1944 technology

The NFL is so high tech now that you can forget how primitive things used to be. So here’s a reminder: a screen shot of Bears assistant Luke Johnsos, phone pressed to his ear, giving instructions to the bench during a 1944 game against the Cleveland Rams at Wrigley Field.

Johnsos isn’t sitting in a coaches box, either. He’s perched in the front row of the upper deck. To his left is a Navy man, presumably on leave. Behind him is a fan consulting what appears to be a game program. (In 1944, when most of the league was away at war — and teams were suiting up anybody with four working limbs — you definitely couldn’t tell the players without a program.)
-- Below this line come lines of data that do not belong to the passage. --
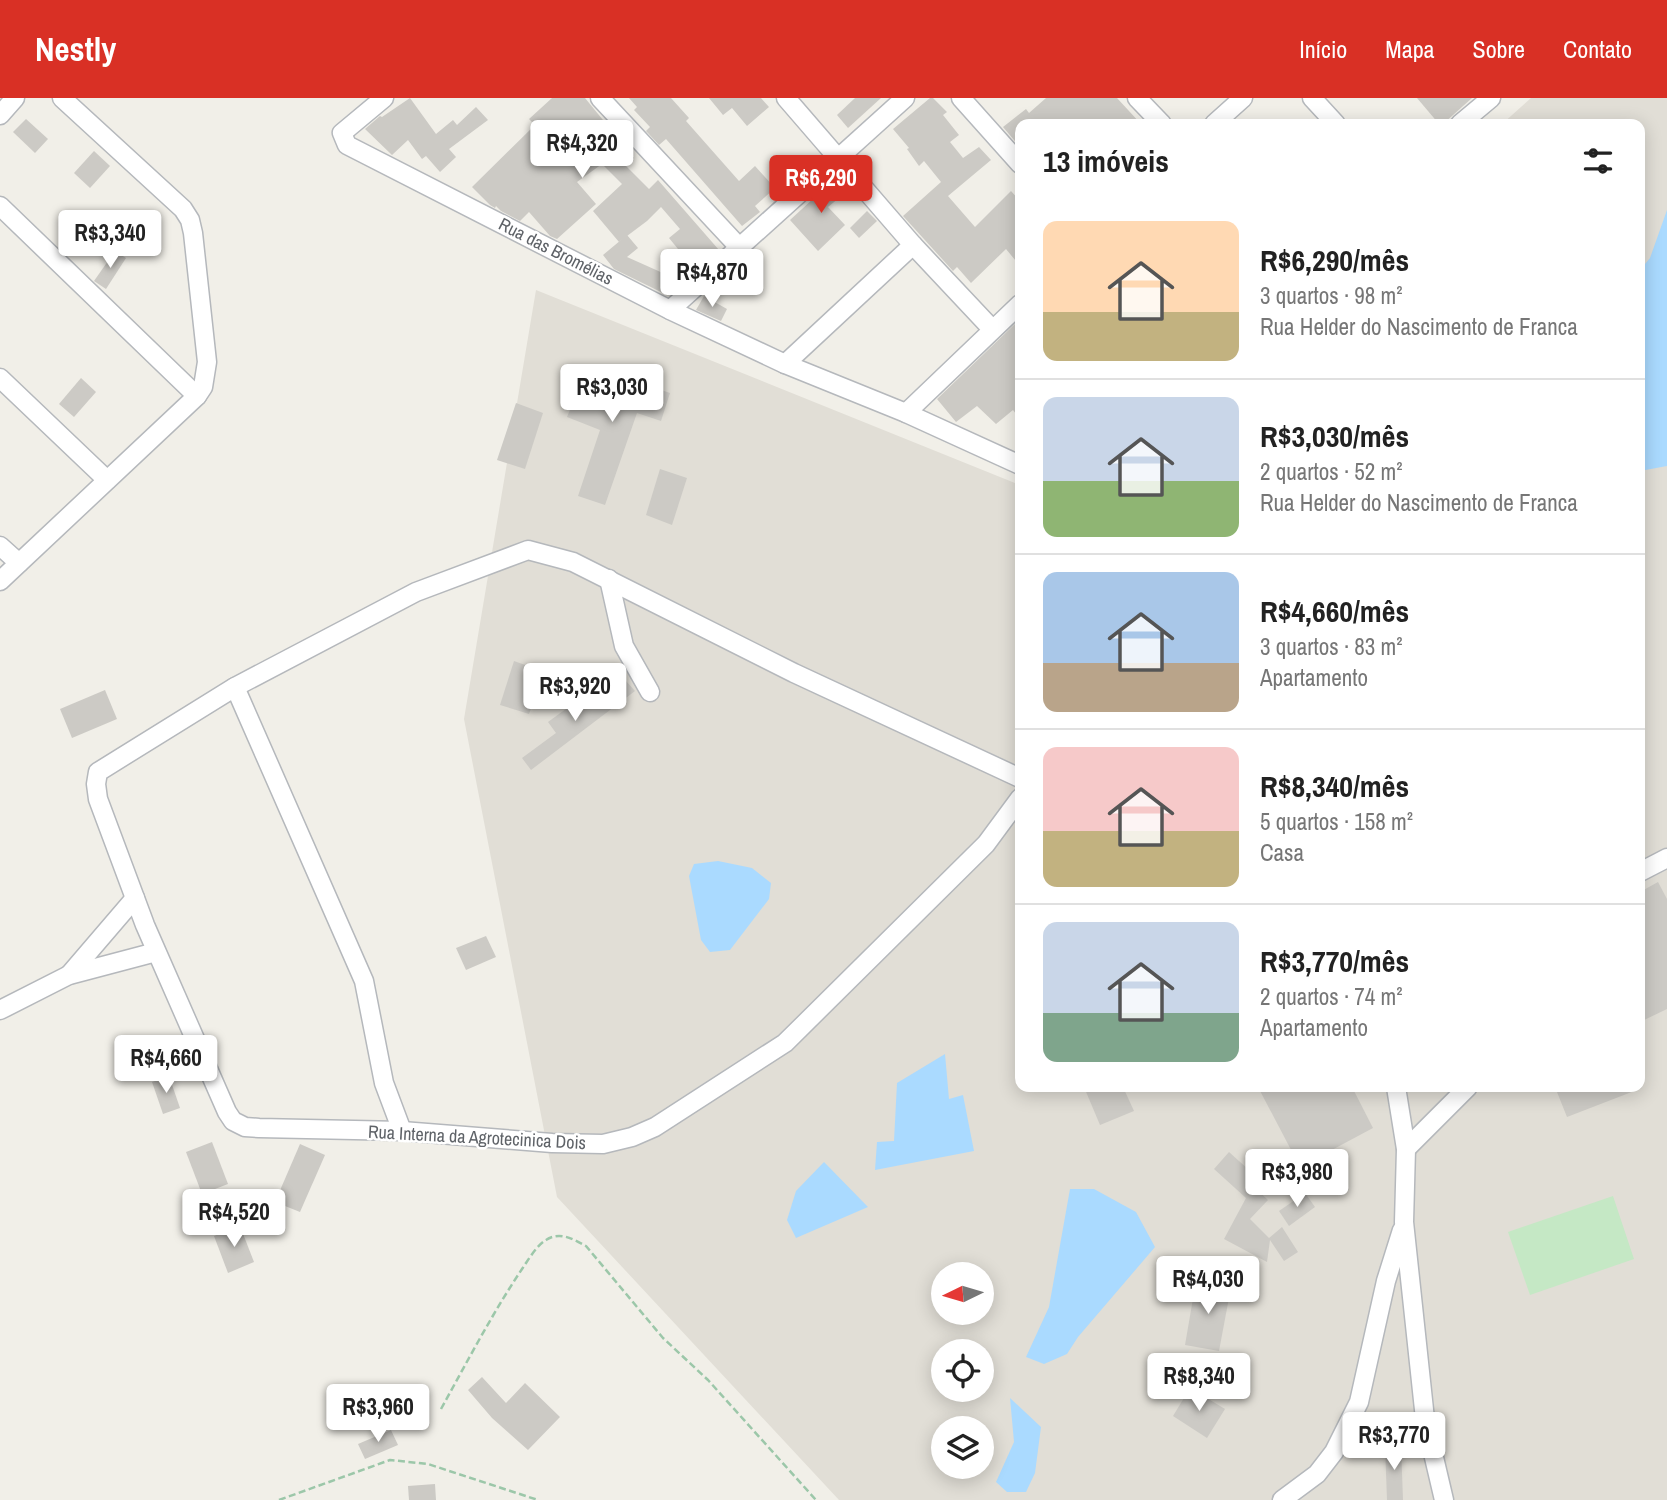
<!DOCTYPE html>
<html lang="pt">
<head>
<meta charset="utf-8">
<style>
	body { margin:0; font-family:"Archivo Narrow",sans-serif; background:#f2f2f2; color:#222; height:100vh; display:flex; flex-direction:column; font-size:26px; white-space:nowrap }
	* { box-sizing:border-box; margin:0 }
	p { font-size:23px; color:#767676 }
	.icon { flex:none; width:38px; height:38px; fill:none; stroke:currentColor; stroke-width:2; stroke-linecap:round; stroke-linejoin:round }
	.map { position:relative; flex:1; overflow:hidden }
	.side { position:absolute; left:1015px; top:21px; width:630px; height:973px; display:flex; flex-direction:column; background:#fff; border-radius:14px; box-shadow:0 4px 18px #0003 }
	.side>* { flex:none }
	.needle { width:46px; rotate:265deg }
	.buttons { position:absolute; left:931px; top:1164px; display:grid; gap:14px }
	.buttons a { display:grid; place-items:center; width:63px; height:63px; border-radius:50%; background:#fff; box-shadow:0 4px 18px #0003; font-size:35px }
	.price { position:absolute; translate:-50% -60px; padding:0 16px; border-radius:7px; background:#fff; color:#222; font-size:23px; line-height:46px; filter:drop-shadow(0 2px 4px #0008) }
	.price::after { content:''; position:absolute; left:50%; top:42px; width:21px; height:16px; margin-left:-10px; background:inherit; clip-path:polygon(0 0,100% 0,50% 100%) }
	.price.on { background:#d93025; color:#fff }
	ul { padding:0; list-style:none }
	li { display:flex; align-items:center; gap:21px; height:175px; padding:0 28px }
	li+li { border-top:2px solid #e0e0e0 }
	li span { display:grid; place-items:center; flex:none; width:196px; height:140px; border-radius:14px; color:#555 }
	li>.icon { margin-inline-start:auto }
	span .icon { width:84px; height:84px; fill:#fffc; stroke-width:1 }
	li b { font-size:30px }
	h2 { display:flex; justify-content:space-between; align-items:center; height:84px; padding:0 28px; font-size:30px }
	header { display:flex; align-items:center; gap:42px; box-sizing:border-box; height:98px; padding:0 35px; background:#d93025; color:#fff }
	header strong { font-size:33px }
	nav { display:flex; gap:38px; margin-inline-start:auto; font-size:24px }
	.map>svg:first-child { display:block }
	.education { fill:#e1ded6; fill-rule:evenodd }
	.green { fill:#c5e8c5 }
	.water { fill:#aadaff }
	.building { fill:#cccac5 }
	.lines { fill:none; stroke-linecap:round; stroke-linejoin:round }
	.minor-casing { stroke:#b5b8bc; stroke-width:21 }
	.path { stroke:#9cc7a9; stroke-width:2.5; stroke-dasharray:7 3.5; stroke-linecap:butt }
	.minor { stroke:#fff; stroke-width:18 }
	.labels { text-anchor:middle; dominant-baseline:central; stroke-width:5; stroke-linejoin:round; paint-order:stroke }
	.street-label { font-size:18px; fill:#5f6368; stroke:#fff }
</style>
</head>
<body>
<header>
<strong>Nestly</strong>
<nav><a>Início</a><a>Mapa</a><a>Sobre</a><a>Contato</a></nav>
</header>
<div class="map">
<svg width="1667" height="1402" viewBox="0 0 1667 1402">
	<rect width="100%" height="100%" fill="#f1efe8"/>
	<path class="education" d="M1531 0H1667V1402H839L557 1099 464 621 536 192 1020 387V989H1640V26H1502ZM943 1176H982V1214H943ZM943 1253H982V1292H943ZM943 1330H982V1368H943Z"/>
	<path class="green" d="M1613 1098 1634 1161 1530 1197 1508 1134Z"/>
	<g class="water">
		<path d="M1667 112V368L1640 373V172L1650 160Z"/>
		<path d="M718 763 752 770 771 785 769 801 730 852 710 854 701 842 689 778 694 766Z"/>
		<path d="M945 956 949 1001 963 997 974 1053 875 1072 877 1044 894 1043 897 985Z"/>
		<path d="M824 1064 868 1109 796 1140 787 1122 796 1093Z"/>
		<path d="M1070 1091H1094L1136 1114 1155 1149 1078 1239 1067 1256 1044 1266 1026 1259 1049 1209Z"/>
		<path d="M1010 1300 1041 1329 1035 1375 1026 1394H1007L996 1384 1014 1344Z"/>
	</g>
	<g class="building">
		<path d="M410 0 436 36 453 22 457 27 476 9 488 22 449 51 456 59 440 74 426 58 422 61 408 42 392 57 365 31 380 18 382 19Z"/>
		<path d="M552 0H585L634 60 626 68 649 91 658 82 719 152 696 173 669 140 680 131 661 109 647 123 619 144 593 113 622 86 602 66 577 84 596 106 557 141 550 138 529 114 520 123 501 113 496 108 495 110 490 107 472 89 535 27 529 21Z"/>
		<path d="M629 0H671L689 20 686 23 739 83 755 68 775 90 755 108 760 114 742 128 666 41 659 47 646 33 650 29 634 12 637 9Z"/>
		<path d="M709 0H761L769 9 747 28 732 10 723 17Z"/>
		<path d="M855 0H881L848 30 837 17Z"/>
		<path d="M930 0H933L947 14 943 17 959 37 950 44 963 60 979 49 991 62 948 98 975 129 1011 93 1020 103V168L1006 151 971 185 957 169 953 173 903 118 941 84 924 63 919 68 907 51 909 50 893 31Z"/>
		<path d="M1046 0H1117L1141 26H1020V49L1003 29 1026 11 1029 15Z"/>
		<path d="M1417 0H1472L1443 26H1439Z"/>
		<path d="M26 21 48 41 35 55 13 34Z"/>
		<path d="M94 53 110 68 90 90 74 75Z"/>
		<path d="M838 78 850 91 828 109 845 127 818 153 790 122Z"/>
		<path d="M867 113 877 123 859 140 850 130Z"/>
		<path d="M627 137 638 150 627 159 674 180 667 197 614 171 603 157Z"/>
		<path d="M115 153 126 160 106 191 94 183Z"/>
		<path d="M704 198 727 211 721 223 696 212Z"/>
		<path d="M1020 221V321L1013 312 996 326 977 308 956 324 937 301Z"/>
		<path d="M594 269 670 295 661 323 637 315 605 407 578 398 600 332 567 319 576 297 583 299Z"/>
		<path d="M81 280 96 294 74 319 59 306Z"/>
		<path d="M516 305 543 315 525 371 497 362Z"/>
		<path d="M660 371 687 380 672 427 646 417Z"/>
		<path d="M514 563 545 574 529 616 500 607Z"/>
		<path d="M626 583 635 593 531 672 522 660 556 635 548 624 581 600 590 610Z"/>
		<path d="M105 592 117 621 72 640 60 611Z"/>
		<path d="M1658 784 1667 801V911L1640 924V794Z"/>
		<path d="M486 838 496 859 466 872 456 850Z"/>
		<path d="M169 978 180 1010 163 1016 152 984Z"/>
		<path d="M1084 989H1123L1134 1013 1100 1027Z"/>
		<path d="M1258 989H1352L1373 1030 1300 1069Z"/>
		<path d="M1555 989H1641L1642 990 1567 1019Z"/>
		<path d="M212 1044 228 1086 202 1096 186 1054Z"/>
		<path d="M300 1046 325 1057 300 1114 275 1104Z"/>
		<path d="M1229 1054 1259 1081 1253 1088 1268 1102 1250 1121 1269 1140 1282 1129 1298 1154 1284 1163 1270 1142 1267 1164 1224 1141 1246 1100 1214 1071Z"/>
		<path d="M1305 1095 1315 1109 1289 1128 1279 1113Z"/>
		<path d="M240 1128 254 1164 228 1175 214 1138Z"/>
		<path d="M1196 1183 1231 1189 1219 1253 1185 1247Z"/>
		<path d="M482 1279 506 1305 525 1285 560 1319 528 1352 492 1320 468 1292Z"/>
		<path d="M1190 1290 1225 1311 1207 1340 1173 1318Z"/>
		<path d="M391 1332 398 1347 365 1361 358 1346Z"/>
		<path d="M1385 1347H1401L1403 1402H1387Z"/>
		<path d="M435 1386 436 1402H409L408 1388Z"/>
	</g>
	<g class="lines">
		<defs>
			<g id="minor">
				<path d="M384 0 342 35 347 47 670 212 785 266 906 315 1020 367"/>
				<path d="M600 0 739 149"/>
				<path d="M786 0 913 147 992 231"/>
				<path d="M961 0 1020 66"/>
				<path d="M1137 0 1162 26"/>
				<path d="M1312 0 1336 26"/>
				<path d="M0 17 15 0"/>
				<path d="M1214 26 1243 0"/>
				<path d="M1460 26 1491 0"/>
				<path d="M0 108 197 298"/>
				<path d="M670 212 905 0"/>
				<path d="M785 266 913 147"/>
				<path d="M0 280 107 382"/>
				<path d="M906 315 1020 206"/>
				<path d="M0 448 19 465"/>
				<path d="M609 481 624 548 650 594"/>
				<path d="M0 483 197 298 203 289 207 264 193 135 190 122 183 111 62 0"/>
				<path d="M235 589 364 883 384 985 402 1033"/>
				<path d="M1020 680 794 575 573 464 528 452 416 494 235 589 98 674 96 686 98 701 145 827 227 1014 233 1023 245 1029 259 1030 402 1033 552 1045 603 1046 632 1039 655 1029 785 945 986 746 1020 700"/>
				<path d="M1640 774 1667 760"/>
				<path d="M69 877 135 800"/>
				<path d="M0 912 69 877 156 854"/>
				<path d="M1396 989 1406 1051 1404 1124 1425 1321 1444 1402"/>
				<path d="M1406 1051 1468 989"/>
				<path d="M1282 1402 1317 1376 1334 1354 1359 1304 1386 1183 1402 1132"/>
			</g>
		</defs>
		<use href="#minor" class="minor-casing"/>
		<g class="path">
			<path d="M441 1311C467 1264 492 1216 522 1171 529 1161 536 1148 546 1142 560 1133 573 1141 586 1148L663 1240 708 1282 816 1402"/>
			<path d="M279 1402 390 1362 428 1366 538 1402"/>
		</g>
		<use href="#minor" class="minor"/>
	</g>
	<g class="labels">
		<g class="street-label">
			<text transform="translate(556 153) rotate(27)">Rua das Bromélias</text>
			<text transform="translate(477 1039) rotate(3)">Rua Interna da Agrotecinica Dois</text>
		</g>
	</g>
</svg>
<div class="buttons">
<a><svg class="needle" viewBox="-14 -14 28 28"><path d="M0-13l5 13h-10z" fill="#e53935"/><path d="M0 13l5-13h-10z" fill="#767676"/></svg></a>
<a><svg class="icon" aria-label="locate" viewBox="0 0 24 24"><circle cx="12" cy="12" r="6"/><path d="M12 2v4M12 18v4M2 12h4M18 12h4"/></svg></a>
<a><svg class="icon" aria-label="layers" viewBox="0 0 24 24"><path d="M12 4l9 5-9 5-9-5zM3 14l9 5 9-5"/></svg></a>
</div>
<b class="price" style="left:582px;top:82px">R$4,320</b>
<b class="price on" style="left:821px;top:117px">R$6,290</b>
<b class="price" style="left:110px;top:172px">R$3,340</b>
<b class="price" style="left:712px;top:211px">R$4,870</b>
<b class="price" style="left:612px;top:326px">R$3,030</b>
<b class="price" style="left:575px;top:625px">R$3,920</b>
<b class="price" style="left:166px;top:997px">R$4,660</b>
<b class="price" style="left:1297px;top:1111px">R$3,980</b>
<b class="price" style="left:234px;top:1151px">R$4,520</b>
<b class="price" style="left:1208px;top:1218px">R$4,030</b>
<b class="price" style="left:1199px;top:1315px">R$8,340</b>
<b class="price" style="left:378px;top:1346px">R$3,960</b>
<b class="price" style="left:1394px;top:1374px">R$3,770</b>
<section class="side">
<h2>13 imóveis<svg class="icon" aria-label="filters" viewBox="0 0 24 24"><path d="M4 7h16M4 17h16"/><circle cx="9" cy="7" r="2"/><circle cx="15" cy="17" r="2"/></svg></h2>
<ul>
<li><span style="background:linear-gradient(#ffd9b3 65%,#c2b280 0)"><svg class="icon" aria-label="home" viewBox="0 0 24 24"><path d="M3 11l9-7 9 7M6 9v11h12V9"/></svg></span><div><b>R$6,290/mês</b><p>3 quartos · 98 m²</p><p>Rua Helder do Nascimento de Franca</p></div></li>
<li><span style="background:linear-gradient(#c9d6e8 60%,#8fb573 0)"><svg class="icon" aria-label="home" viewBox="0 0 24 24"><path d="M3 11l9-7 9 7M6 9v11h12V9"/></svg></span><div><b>R$3,030/mês</b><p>2 quartos · 52 m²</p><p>Rua Helder do Nascimento de Franca</p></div></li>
<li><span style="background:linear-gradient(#a9c7e8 65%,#b9a48a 0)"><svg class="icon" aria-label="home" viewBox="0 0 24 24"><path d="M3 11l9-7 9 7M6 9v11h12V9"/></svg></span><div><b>R$4,660/mês</b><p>3 quartos · 83 m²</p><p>Apartamento</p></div></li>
<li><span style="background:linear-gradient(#f6c9c9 60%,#c2b280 0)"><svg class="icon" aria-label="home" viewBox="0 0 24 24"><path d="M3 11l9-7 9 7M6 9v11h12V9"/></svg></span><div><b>R$8,340/mês</b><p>5 quartos · 158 m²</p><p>Casa</p></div></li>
<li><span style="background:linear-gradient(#c9d6e8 65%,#7fa58c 0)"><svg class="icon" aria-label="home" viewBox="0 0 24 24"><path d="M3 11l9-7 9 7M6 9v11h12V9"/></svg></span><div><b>R$3,770/mês</b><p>2 quartos · 74 m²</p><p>Apartamento</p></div></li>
</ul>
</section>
</div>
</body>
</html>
Johnsos was one of the first “press-box coaches,” as they were called (because they were sometimes seated among the newspaper guys). But the practice goes at least as far back as the 1934 title game between the Giants and Bears – the famed Sneakers Game. In its story the next day, The New York Times reported:

With Lou Little, Columbia’s coach, sitting up in the stands and phoning to the bench, Steve Owen directing down there and [Ken] Strong playing one of the greatest games any back has turned in, the Giants came back to win.

Assistant coach Luke Johnsos supplying the Bears sideline with intelligence in 1944.

Assistant coach Luke Johnsos supplying the Bears sideline with intelligence in 1944.